Determination of optimal hyperspectral variables to monitor wheat biomass

It is critical to estimate the biomass for assessing crop growth and predicting yield in crop. The hyperspectral techniques provide a powerful technique for monitoring crop biomass. The previous studies about using hyperspectral data to study crop mainly focused on models based on the full spectra or the manually selected spectra. The stability and prediction ability of full spectra models may be weakened because of involving noises, other unrelated and collinear spectral variables. The manually selected spectra were extracted by vegetation indices, spectral absorption features, derivative spectra and spectral locations in common use, which may ignore the other spectral information, not identify the high biomass and impact the accuracy of model. In order to extract the optimal hyperspectral feature of wheat biomass, several algorithms for sensitive variable selection were compared to determine the spectral variables for estimation model of wheat biomass. Synergy interval partial least squares (SIPLS) [1] and successive projections algorithm (SPA) [2] were employed to eliminate useless variables from the full hyperspectral data. On that basis an approach was proposed by combing SIPLS with SPA to determine the optimal spectra.

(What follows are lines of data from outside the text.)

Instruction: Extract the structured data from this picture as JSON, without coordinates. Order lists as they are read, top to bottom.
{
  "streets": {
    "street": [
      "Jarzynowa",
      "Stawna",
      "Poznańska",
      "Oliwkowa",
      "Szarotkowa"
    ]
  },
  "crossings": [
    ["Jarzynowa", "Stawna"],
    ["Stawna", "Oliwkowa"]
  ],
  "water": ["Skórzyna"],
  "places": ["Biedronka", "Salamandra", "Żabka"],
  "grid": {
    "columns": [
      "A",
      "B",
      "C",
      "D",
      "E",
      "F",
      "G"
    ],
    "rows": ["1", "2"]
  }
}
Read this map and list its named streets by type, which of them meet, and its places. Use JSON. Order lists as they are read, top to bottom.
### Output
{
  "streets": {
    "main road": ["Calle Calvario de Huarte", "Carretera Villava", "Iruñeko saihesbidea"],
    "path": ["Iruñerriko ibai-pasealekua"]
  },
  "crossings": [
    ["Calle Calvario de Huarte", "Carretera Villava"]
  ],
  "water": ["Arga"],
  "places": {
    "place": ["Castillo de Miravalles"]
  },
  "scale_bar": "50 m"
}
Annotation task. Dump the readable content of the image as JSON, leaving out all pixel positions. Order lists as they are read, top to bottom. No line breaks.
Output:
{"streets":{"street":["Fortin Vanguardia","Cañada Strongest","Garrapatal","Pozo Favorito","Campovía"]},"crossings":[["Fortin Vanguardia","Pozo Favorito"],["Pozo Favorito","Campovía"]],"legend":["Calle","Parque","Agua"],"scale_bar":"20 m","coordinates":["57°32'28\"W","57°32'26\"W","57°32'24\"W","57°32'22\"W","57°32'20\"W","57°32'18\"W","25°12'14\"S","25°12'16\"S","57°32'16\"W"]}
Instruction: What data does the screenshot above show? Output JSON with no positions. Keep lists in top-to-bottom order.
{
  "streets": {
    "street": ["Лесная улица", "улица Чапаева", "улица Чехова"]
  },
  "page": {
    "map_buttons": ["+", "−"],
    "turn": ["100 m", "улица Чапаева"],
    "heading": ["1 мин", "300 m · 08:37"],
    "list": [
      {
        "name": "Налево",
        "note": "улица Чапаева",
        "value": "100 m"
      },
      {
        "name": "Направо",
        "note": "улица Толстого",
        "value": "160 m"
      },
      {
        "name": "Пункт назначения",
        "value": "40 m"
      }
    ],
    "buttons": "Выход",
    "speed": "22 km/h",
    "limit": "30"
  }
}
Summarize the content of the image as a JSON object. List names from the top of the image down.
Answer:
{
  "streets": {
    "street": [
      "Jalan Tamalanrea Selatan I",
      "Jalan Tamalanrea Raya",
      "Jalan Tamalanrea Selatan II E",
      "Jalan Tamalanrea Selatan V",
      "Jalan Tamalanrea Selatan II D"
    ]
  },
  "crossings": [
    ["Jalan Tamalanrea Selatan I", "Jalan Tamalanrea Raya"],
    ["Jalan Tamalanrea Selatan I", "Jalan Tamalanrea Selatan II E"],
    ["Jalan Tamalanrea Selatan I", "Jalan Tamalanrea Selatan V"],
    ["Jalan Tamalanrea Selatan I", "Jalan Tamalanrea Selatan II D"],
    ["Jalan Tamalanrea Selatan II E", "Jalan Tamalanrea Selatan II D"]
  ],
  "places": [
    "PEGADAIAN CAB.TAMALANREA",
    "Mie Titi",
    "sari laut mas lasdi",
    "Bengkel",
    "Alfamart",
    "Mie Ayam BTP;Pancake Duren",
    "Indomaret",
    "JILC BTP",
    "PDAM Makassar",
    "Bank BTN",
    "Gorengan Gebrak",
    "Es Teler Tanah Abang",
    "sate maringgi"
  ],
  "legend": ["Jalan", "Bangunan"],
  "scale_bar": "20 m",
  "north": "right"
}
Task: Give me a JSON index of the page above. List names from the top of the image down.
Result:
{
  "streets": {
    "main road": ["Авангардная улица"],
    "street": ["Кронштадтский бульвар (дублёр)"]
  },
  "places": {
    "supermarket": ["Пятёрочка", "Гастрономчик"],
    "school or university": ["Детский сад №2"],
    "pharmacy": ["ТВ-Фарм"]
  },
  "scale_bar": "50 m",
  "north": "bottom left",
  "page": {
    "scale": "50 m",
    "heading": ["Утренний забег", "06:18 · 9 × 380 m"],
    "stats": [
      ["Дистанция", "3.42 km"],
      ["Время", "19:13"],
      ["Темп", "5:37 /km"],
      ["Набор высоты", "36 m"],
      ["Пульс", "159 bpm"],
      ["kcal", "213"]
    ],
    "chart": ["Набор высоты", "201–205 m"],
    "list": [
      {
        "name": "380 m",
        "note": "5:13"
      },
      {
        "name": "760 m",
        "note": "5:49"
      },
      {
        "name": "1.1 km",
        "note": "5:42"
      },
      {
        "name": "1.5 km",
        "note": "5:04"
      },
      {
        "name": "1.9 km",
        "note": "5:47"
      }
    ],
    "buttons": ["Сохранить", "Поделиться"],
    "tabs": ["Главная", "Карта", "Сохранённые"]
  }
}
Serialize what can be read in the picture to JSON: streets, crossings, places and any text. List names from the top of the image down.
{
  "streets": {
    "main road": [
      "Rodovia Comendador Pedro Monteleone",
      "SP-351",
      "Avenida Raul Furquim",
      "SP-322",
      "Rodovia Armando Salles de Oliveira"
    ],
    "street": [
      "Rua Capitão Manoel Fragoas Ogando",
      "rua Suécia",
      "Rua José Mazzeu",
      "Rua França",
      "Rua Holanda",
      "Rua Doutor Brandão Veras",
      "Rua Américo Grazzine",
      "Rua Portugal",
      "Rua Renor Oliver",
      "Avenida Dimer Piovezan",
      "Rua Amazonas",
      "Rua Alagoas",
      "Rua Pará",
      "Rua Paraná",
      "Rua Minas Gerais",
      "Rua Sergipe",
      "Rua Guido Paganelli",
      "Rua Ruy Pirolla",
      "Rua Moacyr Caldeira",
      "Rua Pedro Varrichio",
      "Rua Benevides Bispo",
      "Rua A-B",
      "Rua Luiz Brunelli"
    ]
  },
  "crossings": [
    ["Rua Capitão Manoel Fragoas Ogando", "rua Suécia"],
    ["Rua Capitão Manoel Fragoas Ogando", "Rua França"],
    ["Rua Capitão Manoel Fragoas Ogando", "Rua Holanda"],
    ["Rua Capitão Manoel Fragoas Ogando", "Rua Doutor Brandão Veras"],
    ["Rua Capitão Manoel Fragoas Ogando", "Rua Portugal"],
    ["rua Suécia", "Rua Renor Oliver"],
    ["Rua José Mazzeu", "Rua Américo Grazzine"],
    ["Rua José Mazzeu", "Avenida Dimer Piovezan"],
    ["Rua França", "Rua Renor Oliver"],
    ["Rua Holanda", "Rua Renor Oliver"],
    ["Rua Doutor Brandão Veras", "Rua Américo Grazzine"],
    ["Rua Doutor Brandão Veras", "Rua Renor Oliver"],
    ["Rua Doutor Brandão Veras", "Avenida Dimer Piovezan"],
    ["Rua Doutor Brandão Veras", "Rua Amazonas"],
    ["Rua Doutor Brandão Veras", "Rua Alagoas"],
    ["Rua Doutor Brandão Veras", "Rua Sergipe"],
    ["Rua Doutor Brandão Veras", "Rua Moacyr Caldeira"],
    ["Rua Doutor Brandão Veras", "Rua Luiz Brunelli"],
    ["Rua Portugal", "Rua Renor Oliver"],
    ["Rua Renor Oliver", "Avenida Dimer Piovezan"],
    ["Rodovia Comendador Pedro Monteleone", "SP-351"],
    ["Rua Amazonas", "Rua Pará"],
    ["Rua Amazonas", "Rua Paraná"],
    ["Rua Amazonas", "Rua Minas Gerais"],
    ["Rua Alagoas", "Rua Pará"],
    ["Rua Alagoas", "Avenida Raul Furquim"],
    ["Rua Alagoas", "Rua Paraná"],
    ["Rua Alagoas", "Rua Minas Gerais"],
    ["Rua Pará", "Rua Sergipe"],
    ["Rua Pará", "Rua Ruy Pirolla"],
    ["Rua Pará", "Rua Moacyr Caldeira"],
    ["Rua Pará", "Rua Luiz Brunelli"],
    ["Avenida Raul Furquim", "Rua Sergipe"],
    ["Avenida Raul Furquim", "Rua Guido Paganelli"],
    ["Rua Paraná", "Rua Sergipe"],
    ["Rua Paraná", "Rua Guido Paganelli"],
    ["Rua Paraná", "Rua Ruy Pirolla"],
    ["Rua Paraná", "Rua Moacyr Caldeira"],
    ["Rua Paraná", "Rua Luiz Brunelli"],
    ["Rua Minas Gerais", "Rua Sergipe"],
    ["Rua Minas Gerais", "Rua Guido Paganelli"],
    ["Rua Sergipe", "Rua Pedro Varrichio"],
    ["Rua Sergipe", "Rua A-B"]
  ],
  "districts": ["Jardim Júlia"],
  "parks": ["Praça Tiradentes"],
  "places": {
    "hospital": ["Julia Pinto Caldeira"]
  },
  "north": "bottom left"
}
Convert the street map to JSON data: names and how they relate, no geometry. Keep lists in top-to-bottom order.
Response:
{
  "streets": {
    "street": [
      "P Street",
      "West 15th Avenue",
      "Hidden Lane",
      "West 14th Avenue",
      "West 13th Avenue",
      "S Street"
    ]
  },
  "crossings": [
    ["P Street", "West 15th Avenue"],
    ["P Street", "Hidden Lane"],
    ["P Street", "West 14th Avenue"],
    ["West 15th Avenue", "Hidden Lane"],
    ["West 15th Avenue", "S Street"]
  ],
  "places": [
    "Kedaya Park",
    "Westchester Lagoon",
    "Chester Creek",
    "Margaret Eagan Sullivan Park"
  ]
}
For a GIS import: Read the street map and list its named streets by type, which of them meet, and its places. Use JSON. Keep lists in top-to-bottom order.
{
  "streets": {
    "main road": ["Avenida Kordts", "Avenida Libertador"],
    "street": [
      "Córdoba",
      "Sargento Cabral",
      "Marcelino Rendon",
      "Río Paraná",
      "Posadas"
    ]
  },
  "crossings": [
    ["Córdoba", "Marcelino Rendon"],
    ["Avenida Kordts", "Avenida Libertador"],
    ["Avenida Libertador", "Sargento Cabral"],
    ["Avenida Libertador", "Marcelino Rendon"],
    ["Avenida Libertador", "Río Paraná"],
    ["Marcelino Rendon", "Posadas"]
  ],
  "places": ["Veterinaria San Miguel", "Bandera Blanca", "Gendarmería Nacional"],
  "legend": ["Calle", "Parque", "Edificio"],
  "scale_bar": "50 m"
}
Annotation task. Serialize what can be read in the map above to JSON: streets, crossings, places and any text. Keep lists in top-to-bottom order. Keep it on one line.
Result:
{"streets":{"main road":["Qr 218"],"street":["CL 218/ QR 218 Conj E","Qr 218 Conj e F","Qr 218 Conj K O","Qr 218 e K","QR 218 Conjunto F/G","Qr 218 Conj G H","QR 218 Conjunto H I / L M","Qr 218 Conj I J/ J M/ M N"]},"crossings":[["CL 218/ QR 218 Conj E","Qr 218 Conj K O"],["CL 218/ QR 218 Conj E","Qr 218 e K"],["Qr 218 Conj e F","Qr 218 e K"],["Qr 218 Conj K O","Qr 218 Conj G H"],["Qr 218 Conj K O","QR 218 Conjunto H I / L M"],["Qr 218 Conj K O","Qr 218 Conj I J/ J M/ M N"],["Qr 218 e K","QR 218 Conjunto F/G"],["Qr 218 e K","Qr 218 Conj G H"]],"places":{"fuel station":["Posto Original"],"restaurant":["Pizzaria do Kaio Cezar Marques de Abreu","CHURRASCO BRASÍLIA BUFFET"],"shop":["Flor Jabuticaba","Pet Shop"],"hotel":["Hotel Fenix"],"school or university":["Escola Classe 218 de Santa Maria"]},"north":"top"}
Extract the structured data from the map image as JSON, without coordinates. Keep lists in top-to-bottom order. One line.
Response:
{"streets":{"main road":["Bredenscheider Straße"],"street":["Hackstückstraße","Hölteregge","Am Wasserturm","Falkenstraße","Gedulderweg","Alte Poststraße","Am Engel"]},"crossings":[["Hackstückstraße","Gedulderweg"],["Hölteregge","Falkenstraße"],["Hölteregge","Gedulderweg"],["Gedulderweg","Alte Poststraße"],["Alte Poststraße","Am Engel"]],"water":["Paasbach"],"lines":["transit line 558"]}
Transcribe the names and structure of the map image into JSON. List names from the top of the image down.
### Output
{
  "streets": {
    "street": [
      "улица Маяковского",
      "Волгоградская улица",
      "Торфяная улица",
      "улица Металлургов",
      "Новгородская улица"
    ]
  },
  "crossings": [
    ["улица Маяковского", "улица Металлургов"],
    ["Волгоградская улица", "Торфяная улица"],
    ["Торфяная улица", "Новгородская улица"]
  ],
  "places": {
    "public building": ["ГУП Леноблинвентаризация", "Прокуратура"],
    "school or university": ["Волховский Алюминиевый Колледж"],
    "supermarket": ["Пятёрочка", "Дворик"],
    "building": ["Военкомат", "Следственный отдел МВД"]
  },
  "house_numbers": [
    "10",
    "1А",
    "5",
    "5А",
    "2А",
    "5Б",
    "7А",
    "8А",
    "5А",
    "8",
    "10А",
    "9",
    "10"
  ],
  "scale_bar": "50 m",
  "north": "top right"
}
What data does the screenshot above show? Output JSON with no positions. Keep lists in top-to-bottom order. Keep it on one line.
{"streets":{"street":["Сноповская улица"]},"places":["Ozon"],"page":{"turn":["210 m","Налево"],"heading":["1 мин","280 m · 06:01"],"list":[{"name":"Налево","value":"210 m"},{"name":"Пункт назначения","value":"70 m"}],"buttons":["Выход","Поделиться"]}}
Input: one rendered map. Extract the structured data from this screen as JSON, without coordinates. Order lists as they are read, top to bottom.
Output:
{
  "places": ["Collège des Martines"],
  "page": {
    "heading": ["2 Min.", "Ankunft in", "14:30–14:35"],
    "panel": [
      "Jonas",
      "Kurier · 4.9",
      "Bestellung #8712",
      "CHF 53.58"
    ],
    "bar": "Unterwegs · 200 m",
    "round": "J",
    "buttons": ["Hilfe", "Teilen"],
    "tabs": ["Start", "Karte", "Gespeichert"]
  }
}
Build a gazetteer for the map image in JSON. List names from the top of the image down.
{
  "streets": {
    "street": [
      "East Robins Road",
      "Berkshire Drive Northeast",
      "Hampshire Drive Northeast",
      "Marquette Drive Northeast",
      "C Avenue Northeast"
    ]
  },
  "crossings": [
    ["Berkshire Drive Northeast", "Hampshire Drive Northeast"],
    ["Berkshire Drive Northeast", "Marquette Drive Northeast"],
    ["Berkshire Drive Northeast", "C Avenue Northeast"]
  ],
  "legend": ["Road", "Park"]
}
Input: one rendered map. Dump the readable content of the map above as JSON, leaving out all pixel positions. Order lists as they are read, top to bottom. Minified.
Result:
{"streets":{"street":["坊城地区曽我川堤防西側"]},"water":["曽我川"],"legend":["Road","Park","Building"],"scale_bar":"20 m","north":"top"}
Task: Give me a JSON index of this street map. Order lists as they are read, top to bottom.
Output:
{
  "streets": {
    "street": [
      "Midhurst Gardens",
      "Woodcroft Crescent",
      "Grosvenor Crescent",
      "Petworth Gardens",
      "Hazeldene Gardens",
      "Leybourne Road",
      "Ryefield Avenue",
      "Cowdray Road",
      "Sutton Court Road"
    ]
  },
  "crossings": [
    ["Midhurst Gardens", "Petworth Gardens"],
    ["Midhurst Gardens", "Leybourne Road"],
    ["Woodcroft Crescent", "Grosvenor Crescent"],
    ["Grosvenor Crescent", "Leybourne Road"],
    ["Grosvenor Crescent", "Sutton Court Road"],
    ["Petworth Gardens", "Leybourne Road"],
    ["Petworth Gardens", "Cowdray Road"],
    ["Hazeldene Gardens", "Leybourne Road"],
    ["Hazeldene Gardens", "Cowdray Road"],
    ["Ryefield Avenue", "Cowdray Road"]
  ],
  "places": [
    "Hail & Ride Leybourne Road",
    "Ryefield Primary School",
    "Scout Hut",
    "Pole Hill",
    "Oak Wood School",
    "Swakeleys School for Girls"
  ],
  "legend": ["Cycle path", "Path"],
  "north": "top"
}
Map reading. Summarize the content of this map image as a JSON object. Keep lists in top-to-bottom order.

Then, the optimal features were considered as input variables of the partial least-squares regression (PLSR) method [3],which was the mostly used calibration model and regression method. The determination coefficient of calibration (R2C), the root mean square error (RMSEV), relative root mean square error of validation (RMSEV) and the number of input variables were presented to compare the performance of different methods in extracting sensitive spectral information.